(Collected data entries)
====================

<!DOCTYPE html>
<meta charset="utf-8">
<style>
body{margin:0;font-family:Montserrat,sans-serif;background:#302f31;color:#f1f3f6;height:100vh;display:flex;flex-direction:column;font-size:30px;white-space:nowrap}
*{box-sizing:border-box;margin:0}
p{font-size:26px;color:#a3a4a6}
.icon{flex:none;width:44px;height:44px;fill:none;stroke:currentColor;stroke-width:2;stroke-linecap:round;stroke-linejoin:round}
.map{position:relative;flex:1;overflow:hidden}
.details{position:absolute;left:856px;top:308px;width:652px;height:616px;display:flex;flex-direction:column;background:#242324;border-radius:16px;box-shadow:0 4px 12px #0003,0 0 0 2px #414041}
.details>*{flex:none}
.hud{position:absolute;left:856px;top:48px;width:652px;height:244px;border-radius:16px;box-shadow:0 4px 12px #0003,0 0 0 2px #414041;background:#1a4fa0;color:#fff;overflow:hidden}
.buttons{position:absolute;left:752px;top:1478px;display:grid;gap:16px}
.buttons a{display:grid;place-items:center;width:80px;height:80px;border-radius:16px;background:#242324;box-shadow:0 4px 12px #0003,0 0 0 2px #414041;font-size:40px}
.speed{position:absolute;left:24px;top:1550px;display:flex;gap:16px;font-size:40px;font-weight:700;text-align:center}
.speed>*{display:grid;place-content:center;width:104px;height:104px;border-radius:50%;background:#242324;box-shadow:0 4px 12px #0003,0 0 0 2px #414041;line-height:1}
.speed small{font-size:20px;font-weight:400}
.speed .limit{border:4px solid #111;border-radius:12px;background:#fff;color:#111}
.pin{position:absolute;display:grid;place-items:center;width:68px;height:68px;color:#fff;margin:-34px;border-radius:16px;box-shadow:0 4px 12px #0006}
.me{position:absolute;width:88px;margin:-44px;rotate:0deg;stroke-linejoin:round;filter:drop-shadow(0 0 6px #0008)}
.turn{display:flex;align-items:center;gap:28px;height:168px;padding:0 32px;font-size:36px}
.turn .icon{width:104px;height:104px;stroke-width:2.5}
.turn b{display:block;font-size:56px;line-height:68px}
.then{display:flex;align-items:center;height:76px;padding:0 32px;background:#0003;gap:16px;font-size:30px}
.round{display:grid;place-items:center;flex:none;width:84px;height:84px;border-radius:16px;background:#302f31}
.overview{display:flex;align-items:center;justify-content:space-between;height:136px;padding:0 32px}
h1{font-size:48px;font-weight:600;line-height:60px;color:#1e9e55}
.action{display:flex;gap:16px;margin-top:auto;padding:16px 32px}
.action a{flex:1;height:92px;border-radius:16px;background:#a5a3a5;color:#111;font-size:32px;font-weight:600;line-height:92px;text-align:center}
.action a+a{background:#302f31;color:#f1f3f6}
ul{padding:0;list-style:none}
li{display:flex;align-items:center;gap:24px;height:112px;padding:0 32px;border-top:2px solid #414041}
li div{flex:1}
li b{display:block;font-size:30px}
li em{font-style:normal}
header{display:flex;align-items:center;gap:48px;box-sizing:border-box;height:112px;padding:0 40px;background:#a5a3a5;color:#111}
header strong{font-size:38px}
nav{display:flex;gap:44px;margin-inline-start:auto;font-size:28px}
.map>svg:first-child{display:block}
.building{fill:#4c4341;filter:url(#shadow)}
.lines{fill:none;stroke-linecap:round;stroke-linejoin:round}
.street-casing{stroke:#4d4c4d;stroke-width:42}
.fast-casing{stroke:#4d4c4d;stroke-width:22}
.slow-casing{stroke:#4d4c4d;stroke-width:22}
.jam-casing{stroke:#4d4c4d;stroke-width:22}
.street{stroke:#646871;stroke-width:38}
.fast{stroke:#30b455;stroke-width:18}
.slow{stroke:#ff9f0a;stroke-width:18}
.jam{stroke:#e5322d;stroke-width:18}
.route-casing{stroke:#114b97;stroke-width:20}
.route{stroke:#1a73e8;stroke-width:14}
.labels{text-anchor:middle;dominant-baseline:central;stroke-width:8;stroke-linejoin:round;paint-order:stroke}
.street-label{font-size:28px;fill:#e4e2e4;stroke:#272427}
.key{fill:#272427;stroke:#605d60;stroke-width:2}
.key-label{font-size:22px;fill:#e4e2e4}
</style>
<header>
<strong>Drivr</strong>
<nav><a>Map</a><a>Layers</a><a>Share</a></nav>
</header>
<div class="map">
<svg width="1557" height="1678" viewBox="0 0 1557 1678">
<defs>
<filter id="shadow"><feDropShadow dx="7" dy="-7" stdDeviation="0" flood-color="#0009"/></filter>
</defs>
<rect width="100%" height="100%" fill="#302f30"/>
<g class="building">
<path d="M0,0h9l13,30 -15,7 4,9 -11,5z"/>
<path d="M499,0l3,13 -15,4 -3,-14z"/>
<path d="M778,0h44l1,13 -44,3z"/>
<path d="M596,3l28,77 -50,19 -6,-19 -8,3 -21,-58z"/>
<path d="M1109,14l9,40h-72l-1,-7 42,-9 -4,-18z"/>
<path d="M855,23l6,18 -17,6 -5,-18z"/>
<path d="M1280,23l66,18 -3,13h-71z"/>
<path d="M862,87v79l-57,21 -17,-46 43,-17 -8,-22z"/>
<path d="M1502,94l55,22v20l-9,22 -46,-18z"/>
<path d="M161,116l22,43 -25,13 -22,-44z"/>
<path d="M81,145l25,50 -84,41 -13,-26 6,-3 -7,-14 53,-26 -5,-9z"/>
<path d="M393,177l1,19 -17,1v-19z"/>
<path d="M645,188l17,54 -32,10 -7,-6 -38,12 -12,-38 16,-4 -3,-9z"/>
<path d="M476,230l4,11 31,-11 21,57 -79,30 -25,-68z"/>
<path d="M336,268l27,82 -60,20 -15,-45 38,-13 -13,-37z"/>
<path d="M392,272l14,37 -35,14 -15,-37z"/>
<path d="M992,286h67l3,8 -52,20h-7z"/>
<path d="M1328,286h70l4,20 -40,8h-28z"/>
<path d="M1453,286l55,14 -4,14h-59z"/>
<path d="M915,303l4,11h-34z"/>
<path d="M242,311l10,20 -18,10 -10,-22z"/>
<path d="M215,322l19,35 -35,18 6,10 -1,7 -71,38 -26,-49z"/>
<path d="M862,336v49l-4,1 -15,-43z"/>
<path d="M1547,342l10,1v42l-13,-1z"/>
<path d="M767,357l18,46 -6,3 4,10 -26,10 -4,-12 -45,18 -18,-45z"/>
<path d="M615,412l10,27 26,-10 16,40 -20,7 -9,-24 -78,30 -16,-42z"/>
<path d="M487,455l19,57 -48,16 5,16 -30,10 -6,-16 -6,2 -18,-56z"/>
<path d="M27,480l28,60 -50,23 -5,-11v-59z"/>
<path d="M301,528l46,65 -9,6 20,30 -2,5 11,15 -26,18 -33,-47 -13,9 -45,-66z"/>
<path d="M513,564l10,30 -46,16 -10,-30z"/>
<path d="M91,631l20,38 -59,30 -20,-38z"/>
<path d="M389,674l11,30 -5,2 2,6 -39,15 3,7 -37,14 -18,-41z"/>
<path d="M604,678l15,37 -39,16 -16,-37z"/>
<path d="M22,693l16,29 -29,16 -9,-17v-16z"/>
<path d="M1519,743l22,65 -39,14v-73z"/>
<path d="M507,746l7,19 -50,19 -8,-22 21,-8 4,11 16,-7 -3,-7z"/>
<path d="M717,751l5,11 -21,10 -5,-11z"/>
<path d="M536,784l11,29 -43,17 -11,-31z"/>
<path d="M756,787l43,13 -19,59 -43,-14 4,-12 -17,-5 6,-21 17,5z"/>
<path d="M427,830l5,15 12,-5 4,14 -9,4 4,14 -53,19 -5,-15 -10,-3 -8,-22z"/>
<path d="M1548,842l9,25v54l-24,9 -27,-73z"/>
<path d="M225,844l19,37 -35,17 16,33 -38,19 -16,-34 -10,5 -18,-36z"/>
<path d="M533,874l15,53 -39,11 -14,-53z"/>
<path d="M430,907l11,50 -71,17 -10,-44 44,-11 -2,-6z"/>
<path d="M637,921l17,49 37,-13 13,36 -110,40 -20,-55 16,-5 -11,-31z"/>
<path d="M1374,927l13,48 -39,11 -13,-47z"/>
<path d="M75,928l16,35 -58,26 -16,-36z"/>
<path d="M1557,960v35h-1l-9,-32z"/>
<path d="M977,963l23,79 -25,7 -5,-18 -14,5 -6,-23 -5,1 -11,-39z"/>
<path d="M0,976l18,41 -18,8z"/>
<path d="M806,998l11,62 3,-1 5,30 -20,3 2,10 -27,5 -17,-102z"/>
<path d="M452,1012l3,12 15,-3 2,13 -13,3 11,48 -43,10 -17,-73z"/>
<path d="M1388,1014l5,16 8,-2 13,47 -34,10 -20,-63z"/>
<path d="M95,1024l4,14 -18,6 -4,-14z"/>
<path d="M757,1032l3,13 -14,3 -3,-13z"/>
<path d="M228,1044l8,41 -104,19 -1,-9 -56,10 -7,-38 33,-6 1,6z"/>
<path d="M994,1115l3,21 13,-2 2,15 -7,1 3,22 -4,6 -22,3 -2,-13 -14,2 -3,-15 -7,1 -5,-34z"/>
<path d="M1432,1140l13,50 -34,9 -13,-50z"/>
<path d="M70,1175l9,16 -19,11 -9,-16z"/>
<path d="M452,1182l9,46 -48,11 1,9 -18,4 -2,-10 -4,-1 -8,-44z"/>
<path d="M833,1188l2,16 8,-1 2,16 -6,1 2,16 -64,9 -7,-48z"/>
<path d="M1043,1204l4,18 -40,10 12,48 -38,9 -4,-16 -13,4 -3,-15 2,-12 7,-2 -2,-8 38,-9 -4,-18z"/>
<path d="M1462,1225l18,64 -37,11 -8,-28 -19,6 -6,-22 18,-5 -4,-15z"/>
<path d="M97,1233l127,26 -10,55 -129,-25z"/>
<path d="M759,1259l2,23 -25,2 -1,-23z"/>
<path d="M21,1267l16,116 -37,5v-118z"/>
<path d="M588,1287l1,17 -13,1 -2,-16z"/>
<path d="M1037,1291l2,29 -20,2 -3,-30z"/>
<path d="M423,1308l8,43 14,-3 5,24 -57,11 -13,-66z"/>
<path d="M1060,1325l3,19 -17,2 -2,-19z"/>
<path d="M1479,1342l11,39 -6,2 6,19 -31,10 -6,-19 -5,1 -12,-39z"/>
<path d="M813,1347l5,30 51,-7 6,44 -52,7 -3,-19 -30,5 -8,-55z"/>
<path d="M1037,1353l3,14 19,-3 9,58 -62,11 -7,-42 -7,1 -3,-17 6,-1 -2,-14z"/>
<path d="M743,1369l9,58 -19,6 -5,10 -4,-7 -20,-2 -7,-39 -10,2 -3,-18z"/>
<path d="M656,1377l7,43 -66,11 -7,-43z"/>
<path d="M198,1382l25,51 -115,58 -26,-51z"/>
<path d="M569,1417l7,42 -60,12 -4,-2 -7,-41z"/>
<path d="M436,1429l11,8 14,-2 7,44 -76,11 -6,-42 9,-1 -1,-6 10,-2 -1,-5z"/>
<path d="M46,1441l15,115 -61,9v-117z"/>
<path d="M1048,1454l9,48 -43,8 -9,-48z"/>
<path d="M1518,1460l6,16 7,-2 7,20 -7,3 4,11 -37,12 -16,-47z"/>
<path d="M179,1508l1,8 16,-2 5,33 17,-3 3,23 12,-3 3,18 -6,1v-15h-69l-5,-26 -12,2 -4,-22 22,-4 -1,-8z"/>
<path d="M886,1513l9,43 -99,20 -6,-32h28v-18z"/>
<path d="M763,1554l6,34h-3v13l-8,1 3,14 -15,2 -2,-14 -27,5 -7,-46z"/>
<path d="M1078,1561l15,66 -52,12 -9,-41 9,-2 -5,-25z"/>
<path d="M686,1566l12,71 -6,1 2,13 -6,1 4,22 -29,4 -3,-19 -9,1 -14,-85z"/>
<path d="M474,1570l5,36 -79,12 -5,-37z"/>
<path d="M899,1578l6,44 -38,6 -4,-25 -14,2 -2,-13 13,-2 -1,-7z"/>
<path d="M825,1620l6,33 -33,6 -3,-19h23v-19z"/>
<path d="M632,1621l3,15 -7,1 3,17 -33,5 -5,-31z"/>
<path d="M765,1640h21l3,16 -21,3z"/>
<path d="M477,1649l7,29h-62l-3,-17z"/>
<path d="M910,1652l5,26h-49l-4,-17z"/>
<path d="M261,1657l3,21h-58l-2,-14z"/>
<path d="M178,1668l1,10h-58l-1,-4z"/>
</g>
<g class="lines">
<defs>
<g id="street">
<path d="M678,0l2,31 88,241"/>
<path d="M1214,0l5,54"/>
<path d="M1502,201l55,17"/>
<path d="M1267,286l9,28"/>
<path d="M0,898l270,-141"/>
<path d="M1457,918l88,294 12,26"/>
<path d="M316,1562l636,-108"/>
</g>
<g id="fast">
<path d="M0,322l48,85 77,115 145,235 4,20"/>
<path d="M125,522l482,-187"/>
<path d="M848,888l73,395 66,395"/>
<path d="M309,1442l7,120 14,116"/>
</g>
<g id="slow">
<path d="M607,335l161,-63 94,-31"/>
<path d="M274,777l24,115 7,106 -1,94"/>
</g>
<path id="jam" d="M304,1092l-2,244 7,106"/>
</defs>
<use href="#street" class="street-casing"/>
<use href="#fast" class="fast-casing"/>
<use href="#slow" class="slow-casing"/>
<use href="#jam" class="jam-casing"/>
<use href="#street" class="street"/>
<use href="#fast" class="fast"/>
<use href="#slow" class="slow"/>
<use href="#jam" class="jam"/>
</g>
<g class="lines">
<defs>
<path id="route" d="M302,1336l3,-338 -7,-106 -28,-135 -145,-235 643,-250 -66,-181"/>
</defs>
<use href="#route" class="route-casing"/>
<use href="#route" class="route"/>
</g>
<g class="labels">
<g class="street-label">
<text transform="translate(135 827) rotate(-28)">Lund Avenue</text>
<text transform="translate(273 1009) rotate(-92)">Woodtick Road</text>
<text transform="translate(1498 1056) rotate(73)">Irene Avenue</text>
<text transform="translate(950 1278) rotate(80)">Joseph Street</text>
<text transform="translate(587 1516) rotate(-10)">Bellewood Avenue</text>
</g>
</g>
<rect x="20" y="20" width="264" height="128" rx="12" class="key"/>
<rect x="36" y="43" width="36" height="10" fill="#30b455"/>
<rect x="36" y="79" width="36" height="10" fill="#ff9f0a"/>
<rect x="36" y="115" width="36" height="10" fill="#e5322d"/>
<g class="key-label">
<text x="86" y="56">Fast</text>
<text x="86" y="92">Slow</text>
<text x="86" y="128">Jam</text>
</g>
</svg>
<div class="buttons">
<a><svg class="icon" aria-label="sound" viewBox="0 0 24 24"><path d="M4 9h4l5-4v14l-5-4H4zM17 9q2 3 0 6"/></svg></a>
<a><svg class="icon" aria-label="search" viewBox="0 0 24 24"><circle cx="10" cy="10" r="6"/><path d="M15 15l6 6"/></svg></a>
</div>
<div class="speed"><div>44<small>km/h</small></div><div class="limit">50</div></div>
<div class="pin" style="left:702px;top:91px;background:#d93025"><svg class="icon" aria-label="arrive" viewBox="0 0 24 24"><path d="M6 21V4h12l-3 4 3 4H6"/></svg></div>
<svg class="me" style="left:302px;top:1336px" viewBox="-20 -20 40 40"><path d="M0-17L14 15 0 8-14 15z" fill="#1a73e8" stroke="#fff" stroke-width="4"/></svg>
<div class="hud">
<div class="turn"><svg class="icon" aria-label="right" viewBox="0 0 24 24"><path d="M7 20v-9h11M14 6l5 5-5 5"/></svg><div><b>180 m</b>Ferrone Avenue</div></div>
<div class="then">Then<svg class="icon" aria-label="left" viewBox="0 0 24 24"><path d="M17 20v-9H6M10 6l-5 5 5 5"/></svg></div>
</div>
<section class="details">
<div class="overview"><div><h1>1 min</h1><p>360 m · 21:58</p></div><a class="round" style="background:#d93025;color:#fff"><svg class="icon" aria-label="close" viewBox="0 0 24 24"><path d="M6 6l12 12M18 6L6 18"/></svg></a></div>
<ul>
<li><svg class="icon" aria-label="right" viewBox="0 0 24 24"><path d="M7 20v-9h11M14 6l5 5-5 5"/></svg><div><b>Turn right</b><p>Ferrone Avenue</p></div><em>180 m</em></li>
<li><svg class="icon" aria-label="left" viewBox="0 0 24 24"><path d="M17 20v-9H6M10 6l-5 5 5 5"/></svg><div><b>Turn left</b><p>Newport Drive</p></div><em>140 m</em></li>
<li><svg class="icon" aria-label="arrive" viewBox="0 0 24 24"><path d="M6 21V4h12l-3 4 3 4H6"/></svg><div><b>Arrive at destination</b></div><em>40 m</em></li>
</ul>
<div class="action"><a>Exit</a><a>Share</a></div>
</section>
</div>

====================

_Problem statement_
Read the entries and show each line that mentions "speed".

_Written solution_
.speed{position:absolute;left:24px;top:1550px;display:flex;gap:16px;font-size:40px;font-weight:700;text-align:center}
.speed>*{display:grid;place-content:center;width:104px;height:104px;border-radius:50%;background:#242324;box-shadow:0 4px 12px #0003,0 0 0 2px #414041;line-height:1}
.speed small{font-size:20px;font-weight:400}
.speed .limit{border:4px solid #111;border-radius:12px;background:#fff;color:#111}
<div class="speed"><div>44<small>km/h</small></div><div class="limit">50</div></div>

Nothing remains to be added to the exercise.